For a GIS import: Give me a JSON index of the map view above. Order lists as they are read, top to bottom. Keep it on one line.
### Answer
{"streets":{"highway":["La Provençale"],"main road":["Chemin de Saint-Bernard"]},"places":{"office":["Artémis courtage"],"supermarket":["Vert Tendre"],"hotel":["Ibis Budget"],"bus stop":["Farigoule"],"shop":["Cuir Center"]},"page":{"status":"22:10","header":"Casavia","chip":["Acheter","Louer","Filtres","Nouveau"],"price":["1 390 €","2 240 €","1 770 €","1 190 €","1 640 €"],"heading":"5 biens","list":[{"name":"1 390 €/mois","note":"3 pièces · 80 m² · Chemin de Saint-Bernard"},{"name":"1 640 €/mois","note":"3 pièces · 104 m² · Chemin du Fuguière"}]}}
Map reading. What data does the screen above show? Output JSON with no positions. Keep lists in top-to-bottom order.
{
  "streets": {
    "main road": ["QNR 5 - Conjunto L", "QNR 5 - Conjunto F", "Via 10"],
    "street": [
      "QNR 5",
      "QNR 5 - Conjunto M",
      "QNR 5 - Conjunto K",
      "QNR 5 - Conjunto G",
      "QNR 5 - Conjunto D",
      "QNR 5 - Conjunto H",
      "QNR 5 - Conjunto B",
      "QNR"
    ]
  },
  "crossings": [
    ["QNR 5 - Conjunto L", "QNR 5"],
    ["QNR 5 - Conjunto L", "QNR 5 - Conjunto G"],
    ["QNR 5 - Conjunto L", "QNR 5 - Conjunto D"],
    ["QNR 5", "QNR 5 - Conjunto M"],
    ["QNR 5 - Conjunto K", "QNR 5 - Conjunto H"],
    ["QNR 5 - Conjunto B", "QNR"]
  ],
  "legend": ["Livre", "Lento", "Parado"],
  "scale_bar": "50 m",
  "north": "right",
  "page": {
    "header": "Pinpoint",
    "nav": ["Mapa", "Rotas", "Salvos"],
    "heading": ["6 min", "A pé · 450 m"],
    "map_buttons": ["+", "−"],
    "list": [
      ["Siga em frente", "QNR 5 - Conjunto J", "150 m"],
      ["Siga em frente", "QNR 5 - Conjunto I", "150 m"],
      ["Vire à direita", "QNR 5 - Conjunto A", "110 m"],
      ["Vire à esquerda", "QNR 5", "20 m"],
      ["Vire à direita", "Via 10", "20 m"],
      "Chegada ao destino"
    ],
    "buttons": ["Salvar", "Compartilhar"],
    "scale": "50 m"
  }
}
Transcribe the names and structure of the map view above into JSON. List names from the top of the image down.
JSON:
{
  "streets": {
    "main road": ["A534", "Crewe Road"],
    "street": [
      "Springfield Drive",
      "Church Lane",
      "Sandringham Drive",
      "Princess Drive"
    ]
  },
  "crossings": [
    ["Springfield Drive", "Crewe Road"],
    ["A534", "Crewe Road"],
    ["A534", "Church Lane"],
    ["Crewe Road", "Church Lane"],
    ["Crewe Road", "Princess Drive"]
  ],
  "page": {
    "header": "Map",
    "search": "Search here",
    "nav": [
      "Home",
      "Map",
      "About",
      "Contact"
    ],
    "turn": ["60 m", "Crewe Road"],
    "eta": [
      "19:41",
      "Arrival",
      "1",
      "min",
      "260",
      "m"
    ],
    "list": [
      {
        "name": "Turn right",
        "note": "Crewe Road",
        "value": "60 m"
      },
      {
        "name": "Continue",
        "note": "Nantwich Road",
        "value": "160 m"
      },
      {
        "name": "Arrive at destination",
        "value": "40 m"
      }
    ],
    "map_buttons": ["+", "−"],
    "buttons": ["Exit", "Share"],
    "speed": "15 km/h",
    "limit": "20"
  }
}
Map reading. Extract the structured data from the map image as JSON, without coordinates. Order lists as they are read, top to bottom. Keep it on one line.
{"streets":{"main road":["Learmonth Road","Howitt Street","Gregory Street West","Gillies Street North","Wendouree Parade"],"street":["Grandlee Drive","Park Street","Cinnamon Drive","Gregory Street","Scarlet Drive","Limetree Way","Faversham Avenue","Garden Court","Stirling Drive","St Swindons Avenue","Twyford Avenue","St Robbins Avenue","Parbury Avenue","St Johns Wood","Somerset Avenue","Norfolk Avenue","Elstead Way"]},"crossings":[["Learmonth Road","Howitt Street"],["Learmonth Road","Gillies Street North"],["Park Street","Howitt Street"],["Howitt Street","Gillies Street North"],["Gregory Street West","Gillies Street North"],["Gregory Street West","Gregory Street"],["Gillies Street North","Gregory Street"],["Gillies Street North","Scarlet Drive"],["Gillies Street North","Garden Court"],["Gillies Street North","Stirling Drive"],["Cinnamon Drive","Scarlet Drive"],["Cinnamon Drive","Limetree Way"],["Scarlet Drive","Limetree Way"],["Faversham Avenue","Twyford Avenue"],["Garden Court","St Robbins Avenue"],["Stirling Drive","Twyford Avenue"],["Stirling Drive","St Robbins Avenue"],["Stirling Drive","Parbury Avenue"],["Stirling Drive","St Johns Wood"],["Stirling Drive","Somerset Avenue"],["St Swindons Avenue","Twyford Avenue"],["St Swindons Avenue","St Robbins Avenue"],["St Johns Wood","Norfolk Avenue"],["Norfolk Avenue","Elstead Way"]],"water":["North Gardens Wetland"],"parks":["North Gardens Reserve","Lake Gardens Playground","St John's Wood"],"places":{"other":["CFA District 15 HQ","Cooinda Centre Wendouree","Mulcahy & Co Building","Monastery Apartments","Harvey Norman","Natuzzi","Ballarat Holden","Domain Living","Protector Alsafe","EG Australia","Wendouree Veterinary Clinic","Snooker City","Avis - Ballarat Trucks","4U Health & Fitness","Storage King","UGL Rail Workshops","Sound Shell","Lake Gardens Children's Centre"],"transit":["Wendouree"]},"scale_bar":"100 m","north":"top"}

·····

§ What is expected: The records above should be set down again word for word.

§ Written response:
For a GIS import: Give me a JSON index of the map view above. Order lists as they are read, top to bottom. Keep it on one line.
### Answer
{"streets":{"highway":["La Provençale"],"main road":["Chemin de Saint-Bernard"]},"places":{"office":["Artémis courtage"],"supermarket":["Vert Tendre"],"hotel":["Ibis Budget"],"bus stop":["Farigoule"],"shop":["Cuir Center"]},"page":{"status":"22:10","header":"Casavia","chip":["Acheter","Louer","Filtres","Nouveau"],"price":["1 390 €","2 240 €","1 770 €","1 190 €","1 640 €"],"heading":"5 biens","list":[{"name":"1 390 €/mois","note":"3 pièces · 80 m² · Chemin de Saint-Bernard"},{"name":"1 640 €/mois","note":"3 pièces · 104 m² · Chemin du Fuguière"}]}}
Map reading. What data does the screen above show? Output JSON with no positions. Keep lists in top-to-bottom order.
{
  "streets": {
    "main road": ["QNR 5 - Conjunto L", "QNR 5 - Conjunto F", "Via 10"],
    "street": [
      "QNR 5",
      "QNR 5 - Conjunto M",
      "QNR 5 - Conjunto K",
      "QNR 5 - Conjunto G",
      "QNR 5 - Conjunto D",
      "QNR 5 - Conjunto H",
      "QNR 5 - Conjunto B",
      "QNR"
    ]
  },
  "crossings": [
    ["QNR 5 - Conjunto L", "QNR 5"],
    ["QNR 5 - Conjunto L", "QNR 5 - Conjunto G"],
    ["QNR 5 - Conjunto L", "QNR 5 - Conjunto D"],
    ["QNR 5", "QNR 5 - Conjunto M"],
    ["QNR 5 - Conjunto K", "QNR 5 - Conjunto H"],
    ["QNR 5 - Conjunto B", "QNR"]
  ],
  "legend": ["Livre", "Lento", "Parado"],
  "scale_bar": "50 m",
  "north": "right",
  "page": {
    "header": "Pinpoint",
    "nav": ["Mapa", "Rotas", "Salvos"],
    "heading": ["6 min", "A pé · 450 m"],
    "map_buttons": ["+", "−"],
    "list": [
      ["Siga em frente", "QNR 5 - Conjunto J", "150 m"],
      ["Siga em frente", "QNR 5 - Conjunto I", "150 m"],
      ["Vire à direita", "QNR 5 - Conjunto A", "110 m"],
      ["Vire à esquerda", "QNR 5", "20 m"],
      ["Vire à direita", "Via 10", "20 m"],
      "Chegada ao destino"
    ],
    "buttons": ["Salvar", "Compartilhar"],
    "scale": "50 m"
  }
}
Transcribe the names and structure of the map view above into JSON. List names from the top of the image down.
JSON:
{
  "streets": {
    "main road": ["A534", "Crewe Road"],
    "street": [
      "Springfield Drive",
      "Church Lane",
      "Sandringham Drive",
      "Princess Drive"
    ]
  },
  "crossings": [
    ["Springfield Drive", "Crewe Road"],
    ["A534", "Crewe Road"],
    ["A534", "Church Lane"],
    ["Crewe Road", "Church Lane"],
    ["Crewe Road", "Princess Drive"]
  ],
  "page": {
    "header": "Map",
    "search": "Search here",
    "nav": [
      "Home",
      "Map",
      "About",
      "Contact"
    ],
    "turn": ["60 m", "Crewe Road"],
    "eta": [
      "19:41",
      "Arrival",
      "1",
      "min",
      "260",
      "m"
    ],
    "list": [
      {
        "name": "Turn right",
        "note": "Crewe Road",
        "value": "60 m"
      },
      {
        "name": "Continue",
        "note": "Nantwich Road",
        "value": "160 m"
      },
      {
        "name": "Arrive at destination",
        "value": "40 m"
      }
    ],
    "map_buttons": ["+", "−"],
    "buttons": ["Exit", "Share"],
    "speed": "15 km/h",
    "limit": "20"
  }
}
Map reading. Extract the structured data from the map image as JSON, without coordinates. Order lists as they are read, top to bottom. Keep it on one line.
{"streets":{"main road":["Learmonth Road","Howitt Street","Gregory Street West","Gillies Street North","Wendouree Parade"],"street":["Grandlee Drive","Park Street","Cinnamon Drive","Gregory Street","Scarlet Drive","Limetree Way","Faversham Avenue","Garden Court","Stirling Drive","St Swindons Avenue","Twyford Avenue","St Robbins Avenue","Parbury Avenue","St Johns Wood","Somerset Avenue","Norfolk Avenue","Elstead Way"]},"crossings":[["Learmonth Road","Howitt Street"],["Learmonth Road","Gillies Street North"],["Park Street","Howitt Street"],["Howitt Street","Gillies Street North"],["Gregory Street West","Gillies Street North"],["Gregory Street West","Gregory Street"],["Gillies Street North","Gregory Street"],["Gillies Street North","Scarlet Drive"],["Gillies Street North","Garden Court"],["Gillies Street North","Stirling Drive"],["Cinnamon Drive","Scarlet Drive"],["Cinnamon Drive","Limetree Way"],["Scarlet Drive","Limetree Way"],["Faversham Avenue","Twyford Avenue"],["Garden Court","St Robbins Avenue"],["Stirling Drive","Twyford Avenue"],["Stirling Drive","St Robbins Avenue"],["Stirling Drive","Parbury Avenue"],["Stirling Drive","St Johns Wood"],["Stirling Drive","Somerset Avenue"],["St Swindons Avenue","Twyford Avenue"],["St Swindons Avenue","St Robbins Avenue"],["St Johns Wood","Norfolk Avenue"],["Norfolk Avenue","Elstead Way"]],"water":["North Gardens Wetland"],"parks":["North Gardens Reserve","Lake Gardens Playground","St John's Wood"],"places":{"other":["CFA District 15 HQ","Cooinda Centre Wendouree","Mulcahy & Co Building","Monastery Apartments","Harvey Norman","Natuzzi","Ballarat Holden","Domain Living","Protector Alsafe","EG Australia","Wendouree Veterinary Clinic","Snooker City","Avis - Ballarat Trucks","4U Health & Fitness","Storage King","UGL Rail Workshops","Sound Shell","Lake Gardens Children's Centre"],"transit":["Wendouree"]},"scale_bar":"100 m","north":"top"}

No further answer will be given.